(Stored items)
Start of Block
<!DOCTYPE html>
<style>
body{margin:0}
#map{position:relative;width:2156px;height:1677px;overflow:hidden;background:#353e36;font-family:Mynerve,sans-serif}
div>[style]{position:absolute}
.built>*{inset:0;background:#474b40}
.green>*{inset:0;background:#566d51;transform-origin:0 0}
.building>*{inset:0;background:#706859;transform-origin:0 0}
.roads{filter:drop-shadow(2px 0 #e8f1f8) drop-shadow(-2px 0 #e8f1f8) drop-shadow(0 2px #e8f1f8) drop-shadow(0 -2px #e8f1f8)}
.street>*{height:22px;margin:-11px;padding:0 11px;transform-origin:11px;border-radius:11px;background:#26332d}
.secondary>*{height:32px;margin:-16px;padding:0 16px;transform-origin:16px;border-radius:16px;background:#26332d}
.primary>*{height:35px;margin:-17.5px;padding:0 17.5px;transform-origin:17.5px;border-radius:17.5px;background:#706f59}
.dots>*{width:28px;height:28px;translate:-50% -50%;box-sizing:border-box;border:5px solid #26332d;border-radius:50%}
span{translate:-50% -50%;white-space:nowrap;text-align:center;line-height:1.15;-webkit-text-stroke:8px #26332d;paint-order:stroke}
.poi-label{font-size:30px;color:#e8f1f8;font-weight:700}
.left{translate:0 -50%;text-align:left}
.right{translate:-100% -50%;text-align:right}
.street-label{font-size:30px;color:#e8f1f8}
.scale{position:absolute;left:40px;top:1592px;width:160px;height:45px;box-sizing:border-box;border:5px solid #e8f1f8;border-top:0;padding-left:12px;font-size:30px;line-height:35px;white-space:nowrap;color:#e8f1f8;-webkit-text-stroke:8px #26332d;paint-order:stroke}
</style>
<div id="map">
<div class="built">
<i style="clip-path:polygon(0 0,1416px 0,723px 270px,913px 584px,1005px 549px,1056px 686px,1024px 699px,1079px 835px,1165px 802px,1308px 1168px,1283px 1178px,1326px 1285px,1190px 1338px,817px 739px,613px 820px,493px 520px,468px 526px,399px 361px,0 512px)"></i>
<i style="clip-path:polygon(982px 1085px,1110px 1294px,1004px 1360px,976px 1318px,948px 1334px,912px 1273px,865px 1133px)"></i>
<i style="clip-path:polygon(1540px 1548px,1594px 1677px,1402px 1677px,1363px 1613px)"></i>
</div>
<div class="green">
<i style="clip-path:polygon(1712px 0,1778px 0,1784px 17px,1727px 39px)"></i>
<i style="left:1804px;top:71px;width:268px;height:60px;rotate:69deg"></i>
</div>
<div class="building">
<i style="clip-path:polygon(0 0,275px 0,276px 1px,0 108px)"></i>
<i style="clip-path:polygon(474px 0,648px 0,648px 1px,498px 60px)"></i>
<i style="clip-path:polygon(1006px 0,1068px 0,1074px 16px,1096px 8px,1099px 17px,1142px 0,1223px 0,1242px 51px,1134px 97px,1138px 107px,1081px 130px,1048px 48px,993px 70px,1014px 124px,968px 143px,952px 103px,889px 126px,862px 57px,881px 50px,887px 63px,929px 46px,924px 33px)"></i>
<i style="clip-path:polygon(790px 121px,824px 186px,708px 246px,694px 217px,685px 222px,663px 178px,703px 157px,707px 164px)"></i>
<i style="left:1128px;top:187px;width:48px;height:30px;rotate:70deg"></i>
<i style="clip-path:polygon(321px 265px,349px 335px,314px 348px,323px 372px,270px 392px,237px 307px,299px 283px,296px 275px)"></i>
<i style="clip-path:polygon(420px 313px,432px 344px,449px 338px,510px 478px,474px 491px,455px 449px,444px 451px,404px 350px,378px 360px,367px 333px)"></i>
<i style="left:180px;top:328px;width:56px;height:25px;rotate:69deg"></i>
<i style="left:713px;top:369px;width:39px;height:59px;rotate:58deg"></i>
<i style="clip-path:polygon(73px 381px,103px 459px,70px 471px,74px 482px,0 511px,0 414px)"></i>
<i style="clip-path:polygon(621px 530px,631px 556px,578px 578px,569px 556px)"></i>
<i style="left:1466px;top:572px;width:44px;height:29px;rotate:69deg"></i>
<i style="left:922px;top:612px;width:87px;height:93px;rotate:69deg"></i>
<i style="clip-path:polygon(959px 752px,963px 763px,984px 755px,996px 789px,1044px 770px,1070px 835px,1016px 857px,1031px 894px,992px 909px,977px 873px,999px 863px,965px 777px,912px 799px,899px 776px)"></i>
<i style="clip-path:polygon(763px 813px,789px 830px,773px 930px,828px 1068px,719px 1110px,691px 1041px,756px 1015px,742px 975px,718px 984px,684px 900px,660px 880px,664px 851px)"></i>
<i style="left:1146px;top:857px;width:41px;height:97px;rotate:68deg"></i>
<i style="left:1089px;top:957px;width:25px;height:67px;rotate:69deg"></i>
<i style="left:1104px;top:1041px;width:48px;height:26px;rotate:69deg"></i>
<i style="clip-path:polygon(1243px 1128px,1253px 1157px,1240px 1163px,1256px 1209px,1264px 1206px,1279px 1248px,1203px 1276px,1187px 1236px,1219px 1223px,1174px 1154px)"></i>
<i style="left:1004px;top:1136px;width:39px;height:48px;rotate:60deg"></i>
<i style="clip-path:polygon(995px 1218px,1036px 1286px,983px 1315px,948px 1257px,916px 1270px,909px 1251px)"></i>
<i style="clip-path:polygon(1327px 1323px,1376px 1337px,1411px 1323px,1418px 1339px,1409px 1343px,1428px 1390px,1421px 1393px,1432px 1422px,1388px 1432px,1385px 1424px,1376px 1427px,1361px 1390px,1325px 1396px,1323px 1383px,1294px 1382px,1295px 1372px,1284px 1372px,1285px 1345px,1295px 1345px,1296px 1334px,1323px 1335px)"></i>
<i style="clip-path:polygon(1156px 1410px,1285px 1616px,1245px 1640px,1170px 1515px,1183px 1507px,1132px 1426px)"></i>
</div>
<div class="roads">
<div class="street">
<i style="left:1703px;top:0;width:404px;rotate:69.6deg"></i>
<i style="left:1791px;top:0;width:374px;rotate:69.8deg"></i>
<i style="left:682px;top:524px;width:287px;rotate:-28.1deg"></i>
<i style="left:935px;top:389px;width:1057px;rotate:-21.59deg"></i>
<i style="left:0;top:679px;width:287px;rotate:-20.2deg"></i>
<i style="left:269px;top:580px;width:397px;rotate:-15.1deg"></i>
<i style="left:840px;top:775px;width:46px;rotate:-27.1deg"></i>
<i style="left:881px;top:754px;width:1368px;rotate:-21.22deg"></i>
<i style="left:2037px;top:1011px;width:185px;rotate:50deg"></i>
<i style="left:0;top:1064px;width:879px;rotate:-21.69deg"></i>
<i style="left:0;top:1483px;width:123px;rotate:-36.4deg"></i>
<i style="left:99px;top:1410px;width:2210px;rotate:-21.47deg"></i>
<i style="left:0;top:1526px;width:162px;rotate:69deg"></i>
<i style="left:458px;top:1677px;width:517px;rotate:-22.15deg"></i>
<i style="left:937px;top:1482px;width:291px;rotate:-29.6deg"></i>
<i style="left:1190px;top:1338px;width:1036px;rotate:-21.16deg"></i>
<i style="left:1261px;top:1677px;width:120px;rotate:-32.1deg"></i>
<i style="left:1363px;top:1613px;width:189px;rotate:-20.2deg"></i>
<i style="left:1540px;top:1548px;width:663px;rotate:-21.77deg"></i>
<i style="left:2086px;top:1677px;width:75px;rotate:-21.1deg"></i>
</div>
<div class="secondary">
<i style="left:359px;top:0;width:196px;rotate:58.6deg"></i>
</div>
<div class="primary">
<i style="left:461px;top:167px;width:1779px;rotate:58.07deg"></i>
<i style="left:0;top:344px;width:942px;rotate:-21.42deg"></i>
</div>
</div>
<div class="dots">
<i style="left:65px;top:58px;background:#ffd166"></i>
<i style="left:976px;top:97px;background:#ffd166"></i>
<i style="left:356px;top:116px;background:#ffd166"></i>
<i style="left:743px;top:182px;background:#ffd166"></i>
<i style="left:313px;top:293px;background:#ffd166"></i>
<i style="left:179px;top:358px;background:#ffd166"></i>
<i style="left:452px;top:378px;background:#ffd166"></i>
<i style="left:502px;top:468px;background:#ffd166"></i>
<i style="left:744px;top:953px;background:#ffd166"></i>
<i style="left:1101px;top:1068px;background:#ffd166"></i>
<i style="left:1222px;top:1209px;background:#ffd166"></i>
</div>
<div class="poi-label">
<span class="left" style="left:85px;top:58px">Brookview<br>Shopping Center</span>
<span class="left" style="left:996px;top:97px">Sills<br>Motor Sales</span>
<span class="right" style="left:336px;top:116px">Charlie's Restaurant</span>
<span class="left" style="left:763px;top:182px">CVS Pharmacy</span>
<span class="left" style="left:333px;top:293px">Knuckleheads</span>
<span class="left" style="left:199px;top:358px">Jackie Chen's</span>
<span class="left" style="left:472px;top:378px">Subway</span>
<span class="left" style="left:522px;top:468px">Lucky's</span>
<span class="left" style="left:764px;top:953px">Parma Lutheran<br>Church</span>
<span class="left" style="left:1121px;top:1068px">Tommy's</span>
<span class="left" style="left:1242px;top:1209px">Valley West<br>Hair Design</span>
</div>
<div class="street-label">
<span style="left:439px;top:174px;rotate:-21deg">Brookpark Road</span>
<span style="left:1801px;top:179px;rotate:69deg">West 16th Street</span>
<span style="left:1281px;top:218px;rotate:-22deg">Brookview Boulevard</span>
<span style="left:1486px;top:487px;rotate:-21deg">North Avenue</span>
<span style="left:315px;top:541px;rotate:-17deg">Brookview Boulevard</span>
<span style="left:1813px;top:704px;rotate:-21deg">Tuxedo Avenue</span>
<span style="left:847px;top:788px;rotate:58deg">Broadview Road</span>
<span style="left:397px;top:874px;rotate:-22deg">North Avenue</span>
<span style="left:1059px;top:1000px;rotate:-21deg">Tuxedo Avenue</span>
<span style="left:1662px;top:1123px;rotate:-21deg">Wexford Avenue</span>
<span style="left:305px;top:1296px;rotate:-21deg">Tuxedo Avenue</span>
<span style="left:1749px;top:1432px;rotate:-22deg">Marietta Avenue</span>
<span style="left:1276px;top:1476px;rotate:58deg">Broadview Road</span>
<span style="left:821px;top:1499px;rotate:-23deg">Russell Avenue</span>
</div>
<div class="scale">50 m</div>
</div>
End of Block
### [Problem description]
Considering the entries above, how many lines contain "green"? Give that number with nothing else.

### [Answer section]
2